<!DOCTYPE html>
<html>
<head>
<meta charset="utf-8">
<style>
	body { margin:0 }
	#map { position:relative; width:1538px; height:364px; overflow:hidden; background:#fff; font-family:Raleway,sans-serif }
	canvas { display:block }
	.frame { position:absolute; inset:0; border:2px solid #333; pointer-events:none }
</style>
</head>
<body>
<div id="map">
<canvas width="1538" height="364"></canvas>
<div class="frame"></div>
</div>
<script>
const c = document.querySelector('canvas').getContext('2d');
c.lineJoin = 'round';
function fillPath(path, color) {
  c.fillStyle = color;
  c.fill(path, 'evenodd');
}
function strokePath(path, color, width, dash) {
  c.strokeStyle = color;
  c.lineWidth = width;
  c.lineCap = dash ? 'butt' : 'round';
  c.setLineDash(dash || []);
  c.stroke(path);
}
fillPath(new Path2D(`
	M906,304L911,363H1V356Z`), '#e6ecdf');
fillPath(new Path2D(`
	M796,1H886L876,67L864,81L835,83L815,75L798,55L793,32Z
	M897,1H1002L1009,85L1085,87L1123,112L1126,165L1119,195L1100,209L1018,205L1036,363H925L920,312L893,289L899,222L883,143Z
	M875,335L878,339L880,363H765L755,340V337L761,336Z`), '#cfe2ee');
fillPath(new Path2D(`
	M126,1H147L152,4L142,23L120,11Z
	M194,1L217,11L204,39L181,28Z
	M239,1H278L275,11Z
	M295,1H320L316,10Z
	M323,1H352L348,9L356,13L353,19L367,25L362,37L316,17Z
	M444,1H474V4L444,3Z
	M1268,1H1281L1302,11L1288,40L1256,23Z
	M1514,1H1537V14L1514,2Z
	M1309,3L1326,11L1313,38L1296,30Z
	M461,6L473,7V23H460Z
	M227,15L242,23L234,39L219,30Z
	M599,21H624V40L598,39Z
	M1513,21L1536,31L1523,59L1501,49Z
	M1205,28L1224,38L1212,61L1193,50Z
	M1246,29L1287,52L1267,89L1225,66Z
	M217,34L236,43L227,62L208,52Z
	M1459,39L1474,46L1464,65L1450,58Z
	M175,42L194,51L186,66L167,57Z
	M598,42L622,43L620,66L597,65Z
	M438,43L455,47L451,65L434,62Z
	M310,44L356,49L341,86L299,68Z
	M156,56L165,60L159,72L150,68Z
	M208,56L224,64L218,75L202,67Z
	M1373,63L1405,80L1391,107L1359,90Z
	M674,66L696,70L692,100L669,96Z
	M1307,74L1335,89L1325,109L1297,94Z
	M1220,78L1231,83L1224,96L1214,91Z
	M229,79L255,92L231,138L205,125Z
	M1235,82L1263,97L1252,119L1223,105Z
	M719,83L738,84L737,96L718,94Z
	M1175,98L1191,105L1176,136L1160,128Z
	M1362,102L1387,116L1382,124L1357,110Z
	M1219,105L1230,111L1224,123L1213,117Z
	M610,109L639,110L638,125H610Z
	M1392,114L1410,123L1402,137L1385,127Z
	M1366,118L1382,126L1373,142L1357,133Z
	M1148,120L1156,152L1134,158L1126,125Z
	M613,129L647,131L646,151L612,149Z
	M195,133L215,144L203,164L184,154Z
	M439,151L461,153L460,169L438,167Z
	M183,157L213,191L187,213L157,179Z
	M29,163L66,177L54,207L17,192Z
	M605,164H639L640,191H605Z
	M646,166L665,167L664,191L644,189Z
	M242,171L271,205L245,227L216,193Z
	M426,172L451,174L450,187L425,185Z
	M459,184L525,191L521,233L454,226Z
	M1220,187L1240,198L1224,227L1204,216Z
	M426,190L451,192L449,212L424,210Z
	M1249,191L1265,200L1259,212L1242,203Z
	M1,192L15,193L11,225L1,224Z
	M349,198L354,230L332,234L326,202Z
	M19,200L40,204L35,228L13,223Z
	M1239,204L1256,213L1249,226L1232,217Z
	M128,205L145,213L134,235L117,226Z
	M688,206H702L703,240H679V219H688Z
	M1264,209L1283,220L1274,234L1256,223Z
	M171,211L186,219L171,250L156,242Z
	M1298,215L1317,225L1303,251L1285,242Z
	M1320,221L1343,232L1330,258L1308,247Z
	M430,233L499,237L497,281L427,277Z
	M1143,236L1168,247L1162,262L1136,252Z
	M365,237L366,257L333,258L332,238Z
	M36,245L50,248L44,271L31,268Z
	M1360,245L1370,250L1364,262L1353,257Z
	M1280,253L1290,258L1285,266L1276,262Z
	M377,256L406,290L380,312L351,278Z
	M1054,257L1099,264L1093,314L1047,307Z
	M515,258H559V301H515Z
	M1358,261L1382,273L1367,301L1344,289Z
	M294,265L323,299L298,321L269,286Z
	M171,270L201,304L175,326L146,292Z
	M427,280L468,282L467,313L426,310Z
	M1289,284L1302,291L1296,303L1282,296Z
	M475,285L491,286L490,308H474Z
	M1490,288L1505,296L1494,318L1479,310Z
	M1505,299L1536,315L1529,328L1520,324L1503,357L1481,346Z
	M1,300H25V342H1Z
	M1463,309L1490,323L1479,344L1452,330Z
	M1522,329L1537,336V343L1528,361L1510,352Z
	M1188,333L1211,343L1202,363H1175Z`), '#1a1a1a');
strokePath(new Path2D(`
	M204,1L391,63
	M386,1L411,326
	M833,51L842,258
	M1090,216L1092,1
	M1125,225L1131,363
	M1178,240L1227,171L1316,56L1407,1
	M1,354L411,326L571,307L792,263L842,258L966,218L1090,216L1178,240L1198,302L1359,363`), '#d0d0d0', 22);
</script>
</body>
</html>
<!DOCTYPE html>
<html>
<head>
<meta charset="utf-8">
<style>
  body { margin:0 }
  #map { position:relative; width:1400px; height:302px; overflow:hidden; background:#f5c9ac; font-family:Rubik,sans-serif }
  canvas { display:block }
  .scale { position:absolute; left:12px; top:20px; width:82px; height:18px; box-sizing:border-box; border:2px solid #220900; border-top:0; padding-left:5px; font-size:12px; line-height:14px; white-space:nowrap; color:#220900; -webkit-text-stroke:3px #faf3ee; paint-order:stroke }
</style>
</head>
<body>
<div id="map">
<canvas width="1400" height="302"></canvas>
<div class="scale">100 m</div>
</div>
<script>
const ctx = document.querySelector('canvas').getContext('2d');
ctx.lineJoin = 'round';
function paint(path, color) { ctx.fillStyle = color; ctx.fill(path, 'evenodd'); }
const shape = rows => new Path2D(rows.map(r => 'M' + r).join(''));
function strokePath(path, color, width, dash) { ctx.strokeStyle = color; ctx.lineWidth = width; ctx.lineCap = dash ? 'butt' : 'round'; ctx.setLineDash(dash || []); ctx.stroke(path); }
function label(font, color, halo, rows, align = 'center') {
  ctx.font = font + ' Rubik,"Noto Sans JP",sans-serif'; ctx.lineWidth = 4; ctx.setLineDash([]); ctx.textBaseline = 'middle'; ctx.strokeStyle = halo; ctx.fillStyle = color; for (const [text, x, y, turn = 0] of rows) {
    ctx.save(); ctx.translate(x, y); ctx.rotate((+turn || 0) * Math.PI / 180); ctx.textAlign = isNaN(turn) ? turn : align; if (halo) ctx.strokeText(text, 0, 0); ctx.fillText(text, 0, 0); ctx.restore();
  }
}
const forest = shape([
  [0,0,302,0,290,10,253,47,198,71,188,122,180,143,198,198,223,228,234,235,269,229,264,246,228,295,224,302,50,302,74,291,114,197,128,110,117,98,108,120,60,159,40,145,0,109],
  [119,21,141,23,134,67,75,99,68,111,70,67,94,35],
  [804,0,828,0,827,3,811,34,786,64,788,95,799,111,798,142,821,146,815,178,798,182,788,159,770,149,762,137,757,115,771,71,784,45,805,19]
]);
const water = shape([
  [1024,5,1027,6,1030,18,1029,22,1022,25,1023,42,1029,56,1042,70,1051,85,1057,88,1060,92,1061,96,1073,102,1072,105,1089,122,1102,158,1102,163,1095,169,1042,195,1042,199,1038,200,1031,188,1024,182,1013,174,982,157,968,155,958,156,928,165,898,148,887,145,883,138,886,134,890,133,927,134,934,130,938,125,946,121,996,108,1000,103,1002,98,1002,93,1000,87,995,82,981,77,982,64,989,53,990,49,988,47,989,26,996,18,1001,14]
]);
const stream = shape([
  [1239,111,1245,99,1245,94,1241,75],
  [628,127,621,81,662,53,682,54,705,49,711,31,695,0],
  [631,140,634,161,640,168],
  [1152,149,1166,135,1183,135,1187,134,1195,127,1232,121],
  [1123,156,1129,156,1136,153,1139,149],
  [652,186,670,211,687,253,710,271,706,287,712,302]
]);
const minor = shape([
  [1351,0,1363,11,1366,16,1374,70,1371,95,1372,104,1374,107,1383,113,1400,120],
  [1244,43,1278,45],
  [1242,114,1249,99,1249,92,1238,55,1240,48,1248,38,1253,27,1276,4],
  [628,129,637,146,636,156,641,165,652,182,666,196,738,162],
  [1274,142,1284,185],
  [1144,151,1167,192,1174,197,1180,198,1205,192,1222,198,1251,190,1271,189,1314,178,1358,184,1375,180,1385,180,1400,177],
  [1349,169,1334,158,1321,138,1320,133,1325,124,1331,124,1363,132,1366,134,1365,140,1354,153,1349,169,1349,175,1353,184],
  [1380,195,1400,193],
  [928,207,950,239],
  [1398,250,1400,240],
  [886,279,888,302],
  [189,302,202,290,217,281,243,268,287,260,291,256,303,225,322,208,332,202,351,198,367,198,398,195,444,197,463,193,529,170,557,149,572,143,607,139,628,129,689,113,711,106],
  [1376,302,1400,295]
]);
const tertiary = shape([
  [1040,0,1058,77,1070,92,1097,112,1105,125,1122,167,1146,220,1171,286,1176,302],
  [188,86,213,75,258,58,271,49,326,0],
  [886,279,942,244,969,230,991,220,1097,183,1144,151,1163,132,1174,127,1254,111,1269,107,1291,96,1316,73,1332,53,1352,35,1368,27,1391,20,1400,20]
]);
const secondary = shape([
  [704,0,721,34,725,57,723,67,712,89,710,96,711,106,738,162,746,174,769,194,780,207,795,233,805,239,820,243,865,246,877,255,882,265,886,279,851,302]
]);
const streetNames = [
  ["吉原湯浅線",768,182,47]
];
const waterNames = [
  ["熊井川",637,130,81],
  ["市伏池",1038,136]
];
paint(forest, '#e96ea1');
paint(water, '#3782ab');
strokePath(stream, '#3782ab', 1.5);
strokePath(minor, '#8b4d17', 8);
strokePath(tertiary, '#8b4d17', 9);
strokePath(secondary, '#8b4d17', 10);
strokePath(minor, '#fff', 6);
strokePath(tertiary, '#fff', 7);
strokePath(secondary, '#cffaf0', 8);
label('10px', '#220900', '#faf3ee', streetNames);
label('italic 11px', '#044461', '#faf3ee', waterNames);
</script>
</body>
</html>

▬▬▬

▶ _Task directions_
Which of the lines in the listing above include "halo"? Report each of them.

▶ _Answer to this problem_
function label(font, color, halo, rows, align = 'center') {
  ctx.font = font + ' Rubik,"Noto Sans JP",sans-serif'; ctx.lineWidth = 4; ctx.setLineDash([]); ctx.textBaseline = 'middle'; ctx.strokeStyle = halo; ctx.fillStyle = color; for (const [text, x, y, turn = 0] of rows) {
    ctx.save(); ctx.translate(x, y); ctx.rotate((+turn || 0) * Math.PI / 180); ctx.textAlign = isNaN(turn) ? turn : align; if (halo) ctx.strokeText(text, 0, 0); ctx.fillText(text, 0, 0); ctx.restore();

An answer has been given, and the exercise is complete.